Andersen è ben presente nella filigrana e in molti passaggi dello spettacolo, sebbene il titolo della fiaba, “Il brutto anatroccolo”, si pluralizzi in “I brutti anatroccoli”, per cui la storia di uno diventa la storia di tutti. Si tratta di un classico e, come tutti i classici, contiene un qualche elemento universale che supera l’epoca in cui è stato scritto per parlare ai sentimenti permanenti dell’umanità. In questo senso lo spettacolo, proprio attraverso il tempo indefinito in cui un classico vive, tende a collegare quell’epoca passata al presente. Dunque analogamente alla fiaba nello spettacolo ci sono gli anatroccoli: da un lato quelli che vengono derisi; dall’altro quelli che si sentono belli, a cui comprano qualsiasi giocattolo o che sanno rispondere per primi alle domande della maestra, insomma abituati a “vincere sempre”. Ci sono quindi anche le stagioni che rappresentano le stagioni dei sentimenti: è autunno quando si diventa tristi, è inverno quando ci si chiude in sé stessi, è primavera quando torna la voglia di volare. Tuttavia lo spettacolo, a dispetto della fiaba, vive oggi, in questo grande stagno che è il presente.

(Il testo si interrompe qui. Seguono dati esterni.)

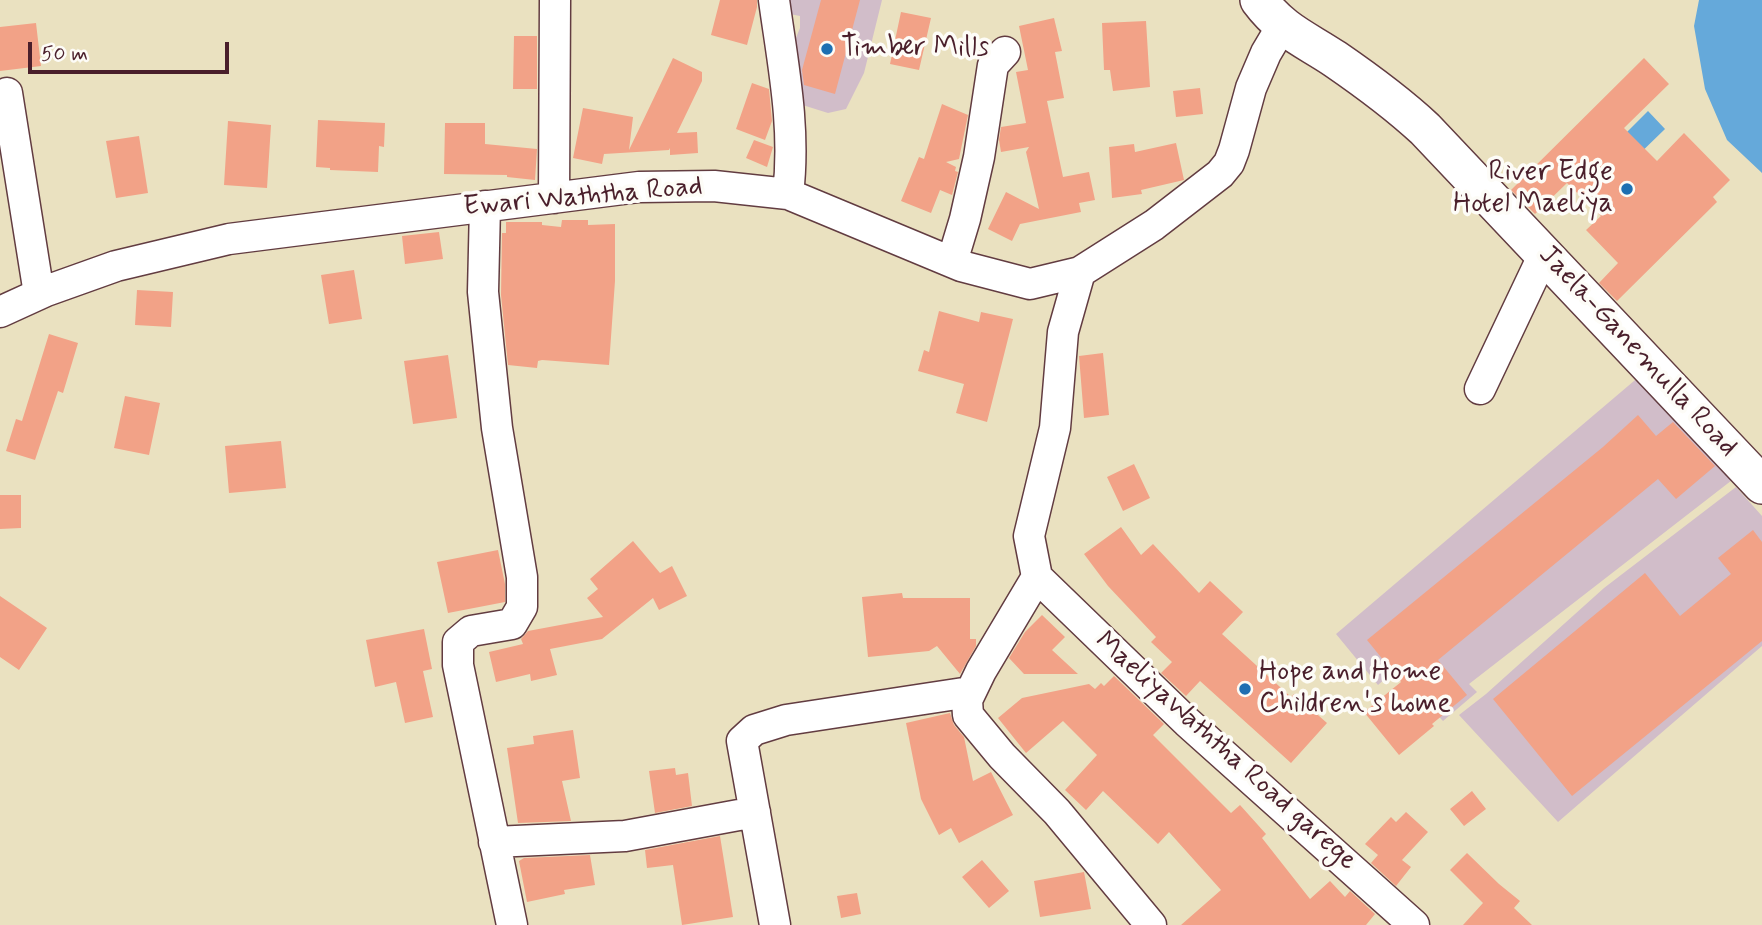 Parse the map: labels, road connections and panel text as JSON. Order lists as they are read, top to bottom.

Lo spettacolo è rivolto a bambini tra i 3 e i 10 anni: in un mondo fatto solo di “apparire”, quanto è importante educare le nuove generazioni all’”essere”?
Educare all'”essere” penso sia fondamentale. Tuttavia non penso si possa educare all'”essere” senza cercare di “essere”, senza farne esperienza e senza che, chi educa, ne costituisca l’esempio. Educare non è solo dire una cosa piuttosto che un’altra, non è solo enunciare un principio, ma è fare esperienza. Per questo penso che il teatro sia uno dei luoghi dell'”essere” per eccellenza: essere presenti, essere insieme, essere in ascolto gli uni degli altri e soprattutto essere in un luogo e in una dimensione in cui si condividono emozioni. I bambini, in questo, sono molto esperti: non consentono mai agli attori di “non essere”e infatti, quando gli attori “non sono lì”, i bambini giustamente fanno altro. Forse, allora, la questione si potrebbe ribaltare: non occorre più di tanto insegnare ai bambini a “essere”, loro sanno da sempre come si fa. Sono invece gli adulti e il mondo che dovrebbero imparare a non vivere nell”apparenza”, apprendendo questo proprio dai bambini stessi.
In quest’ottica quanto una favola di questo genere riesce a veicolare un messaggio morale?
Non so quanto un’opera debba o possa veicolare un messaggio morale. Un’opera teatrale può condividere l’emozione di vedere un anatroccolo che, per qualche motivo, si sente diverso dagli altri e trova la forza per riuscire a volare. Può sembrare poco, ma il “poco” del teatro è un “poco” che parla al profondo e soprattutto non parla con le parole, ma con la poesia. In questa dimensione penso che il messaggio morale che attraverso il teatro arriva possa, ancora e sempre, essere potentissimo.
È noto che Andersen metteva in relazione questa fiaba, e la sua morale, con la sua gioventù, nella quale egli si trovò spesso a essere emarginato e rifiutato come “diverso”, anche a causa delle prime manifestazioni della sua omosessualità. In relazione agli ultimi avvenimenti, qual è la vostra posizione a riguardo?
Gli “ultimi eventi” sono una delle tante declinazioni della difficoltà di accettare le tante diversità che colorano il mondo. Uno dei motivi per cui ho deciso di produrre questo spettacolo è proprio l’avere percepito che il tema della diversità e dell’inclusione, in questo momento storico, non è “uno dei temi” di cui si può parlare, ma “il tema dei temi”. Non fare i conti con l’idea che siamo tutti diversi gli uni dagli altri ci condanna alla paura e a costruire piccoli e grandi muri.
Per chiarezza voglio dire che non penso sia una cosa semplice e far finta che i problemi complicati siano semplici non rende giustizia all’intelligenza e non porta da nessuna parte. Ma penso anche che occorra andare oltre la paura e cercare di considerare gli altri persone, non concetti: sono storie, vissuti, gioie e dolori; sono piccole e grandi differenze.
Si può cominciare anche da piccole cose, anche piccolissime, persino dall’andare a vedere uno spettacolo per ragazzi e famiglie al Teatro Centrale Preneste.